Gene drive induces preferential inheritance that allows the frequency of a gene in a targeted population to increase rapidly. It thus increases the likelihood that a trait will be passed on to the next generation. The gene-drive approaches being considered by VCAG use the genome editing tool CRISPR-Cas9 to introduce engineered traits into mosquito genomes to promote the increased frequency of inheritance of the desired traits in subsequent generations. The strategies are designed to lower exposure to infectious mosquitoes and thereby reduce morbidity and mortality in humans.

Population reduction – gene drive approach

How the intervention works: An example of a strategy being evaluated under this intervention class aims to reduce mosquito populations by reducing the number of female mosquitoes.
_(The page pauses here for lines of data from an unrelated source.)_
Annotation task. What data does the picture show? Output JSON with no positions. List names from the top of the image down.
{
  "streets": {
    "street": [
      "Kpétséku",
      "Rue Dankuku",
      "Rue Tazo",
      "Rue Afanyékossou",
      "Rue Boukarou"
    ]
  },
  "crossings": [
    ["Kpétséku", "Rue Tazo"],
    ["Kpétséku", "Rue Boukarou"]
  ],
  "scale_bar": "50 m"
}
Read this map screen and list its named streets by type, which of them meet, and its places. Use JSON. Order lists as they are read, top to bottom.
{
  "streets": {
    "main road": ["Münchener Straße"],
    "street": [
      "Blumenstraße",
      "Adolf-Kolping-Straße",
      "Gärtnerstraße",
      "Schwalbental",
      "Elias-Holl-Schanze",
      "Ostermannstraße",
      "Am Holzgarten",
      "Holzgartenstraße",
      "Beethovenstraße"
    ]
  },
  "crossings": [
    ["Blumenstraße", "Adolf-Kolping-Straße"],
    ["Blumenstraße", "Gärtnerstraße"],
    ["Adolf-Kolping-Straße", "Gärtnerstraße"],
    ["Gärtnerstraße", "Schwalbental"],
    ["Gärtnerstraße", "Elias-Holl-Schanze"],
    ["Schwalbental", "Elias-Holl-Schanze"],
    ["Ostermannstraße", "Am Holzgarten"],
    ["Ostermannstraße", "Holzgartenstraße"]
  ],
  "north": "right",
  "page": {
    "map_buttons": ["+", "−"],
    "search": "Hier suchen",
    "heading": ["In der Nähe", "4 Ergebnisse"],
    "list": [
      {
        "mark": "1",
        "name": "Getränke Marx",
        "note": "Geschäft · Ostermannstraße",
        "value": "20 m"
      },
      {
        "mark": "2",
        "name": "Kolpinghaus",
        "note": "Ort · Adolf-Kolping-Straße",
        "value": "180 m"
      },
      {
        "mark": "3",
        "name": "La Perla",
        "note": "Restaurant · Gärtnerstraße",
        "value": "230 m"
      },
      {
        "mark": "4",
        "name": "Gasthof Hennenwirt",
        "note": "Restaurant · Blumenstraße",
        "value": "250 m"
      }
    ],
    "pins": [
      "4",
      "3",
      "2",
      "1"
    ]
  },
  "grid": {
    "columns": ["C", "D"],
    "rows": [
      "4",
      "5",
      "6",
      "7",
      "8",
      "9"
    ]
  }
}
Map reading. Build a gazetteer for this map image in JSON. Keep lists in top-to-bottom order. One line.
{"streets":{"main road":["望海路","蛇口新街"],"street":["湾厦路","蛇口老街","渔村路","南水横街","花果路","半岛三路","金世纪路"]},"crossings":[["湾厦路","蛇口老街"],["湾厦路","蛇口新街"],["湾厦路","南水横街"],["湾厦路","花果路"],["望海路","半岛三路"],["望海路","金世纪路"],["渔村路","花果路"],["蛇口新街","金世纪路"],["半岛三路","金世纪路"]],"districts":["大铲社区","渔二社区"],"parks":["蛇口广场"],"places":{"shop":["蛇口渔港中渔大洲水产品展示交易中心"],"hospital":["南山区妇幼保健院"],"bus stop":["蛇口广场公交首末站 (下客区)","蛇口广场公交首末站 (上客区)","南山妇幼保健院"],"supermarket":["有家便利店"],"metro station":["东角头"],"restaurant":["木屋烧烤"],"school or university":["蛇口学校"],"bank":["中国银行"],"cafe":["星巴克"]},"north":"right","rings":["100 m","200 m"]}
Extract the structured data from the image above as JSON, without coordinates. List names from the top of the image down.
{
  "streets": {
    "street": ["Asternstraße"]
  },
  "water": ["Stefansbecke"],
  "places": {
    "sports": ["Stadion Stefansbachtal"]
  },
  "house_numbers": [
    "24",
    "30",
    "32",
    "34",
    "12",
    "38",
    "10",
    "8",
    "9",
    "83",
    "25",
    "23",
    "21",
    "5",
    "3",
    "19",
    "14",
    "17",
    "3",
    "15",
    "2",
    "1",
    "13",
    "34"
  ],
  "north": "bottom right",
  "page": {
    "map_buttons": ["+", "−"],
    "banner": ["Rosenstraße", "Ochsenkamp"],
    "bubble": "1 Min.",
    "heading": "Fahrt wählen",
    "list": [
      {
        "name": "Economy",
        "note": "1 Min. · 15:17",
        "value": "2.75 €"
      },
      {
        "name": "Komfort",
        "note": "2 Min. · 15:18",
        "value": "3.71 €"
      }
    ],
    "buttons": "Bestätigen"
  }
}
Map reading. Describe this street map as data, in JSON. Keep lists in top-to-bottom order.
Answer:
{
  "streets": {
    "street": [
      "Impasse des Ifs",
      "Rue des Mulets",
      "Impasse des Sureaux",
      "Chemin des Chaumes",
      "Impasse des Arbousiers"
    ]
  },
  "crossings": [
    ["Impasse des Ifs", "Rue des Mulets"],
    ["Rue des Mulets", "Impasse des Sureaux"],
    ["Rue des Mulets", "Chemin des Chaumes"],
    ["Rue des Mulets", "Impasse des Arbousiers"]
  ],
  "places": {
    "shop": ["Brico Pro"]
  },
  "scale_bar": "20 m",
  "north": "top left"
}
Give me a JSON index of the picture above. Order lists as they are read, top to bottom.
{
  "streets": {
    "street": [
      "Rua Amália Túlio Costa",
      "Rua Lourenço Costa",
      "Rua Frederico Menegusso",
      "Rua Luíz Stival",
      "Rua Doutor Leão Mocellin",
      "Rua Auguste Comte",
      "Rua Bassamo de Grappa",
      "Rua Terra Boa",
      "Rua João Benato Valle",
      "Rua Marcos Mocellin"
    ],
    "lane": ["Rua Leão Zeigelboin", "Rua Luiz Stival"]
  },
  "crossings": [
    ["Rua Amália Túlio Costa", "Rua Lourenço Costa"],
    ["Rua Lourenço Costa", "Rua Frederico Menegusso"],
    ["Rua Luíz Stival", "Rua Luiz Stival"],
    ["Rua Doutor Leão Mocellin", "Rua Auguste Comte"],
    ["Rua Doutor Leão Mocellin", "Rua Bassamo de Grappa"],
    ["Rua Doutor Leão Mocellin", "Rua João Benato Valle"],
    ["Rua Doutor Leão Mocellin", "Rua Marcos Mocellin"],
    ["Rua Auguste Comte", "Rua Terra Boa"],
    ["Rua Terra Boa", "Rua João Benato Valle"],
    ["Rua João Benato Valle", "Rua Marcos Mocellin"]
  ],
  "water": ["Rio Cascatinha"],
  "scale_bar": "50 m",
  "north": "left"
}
This genetic control strategy, developed by Target Malaria, targets An. gambiae s.l. mosquitoes (the most important vectors of malaria in sub-Saharan Africa). The proposed intervention is a release of male An. gambiae s.l. mosquitoes bearing a gene drive construct that will increase their frequency in populations over successive generations , and as it does so it will disrupt the fertility of female mosquitoes and/or distort the sex ratio (e.g. by decreasing the number of female to male mosquitoes). Both effects are designed to reduce malaria transmission by reducing the numbers of An. gambiae s.l. females.

Population alteration (also known as population replacement or modification) – gene drive approach

How the intervention works: An example of a strategy being evaluated under this intervention class is gene drive approach which aims to make vectors incapable of transmitting pathogens. This gene drive approach is being developed collaboratively by the Tata Institute for Genetics and Society and the University of California, Irvine Malaria Initiative. In this genetic control strategy, Anopheles mosquitoes are genetically engineered so that their offspring cannot transmit the malaria parasites to humans. The idea is that when engineered male mosquitoes are introduced into wild mosquito populations and mate with females, the trait (anti-parasite effector genes) will be replicated by the gene drive and will reduce the females’ ability to transmit malaria parasites to humans. The targets of the technology are major vectors of malaria in Africa (An. gambiae) and India (An. stephensi).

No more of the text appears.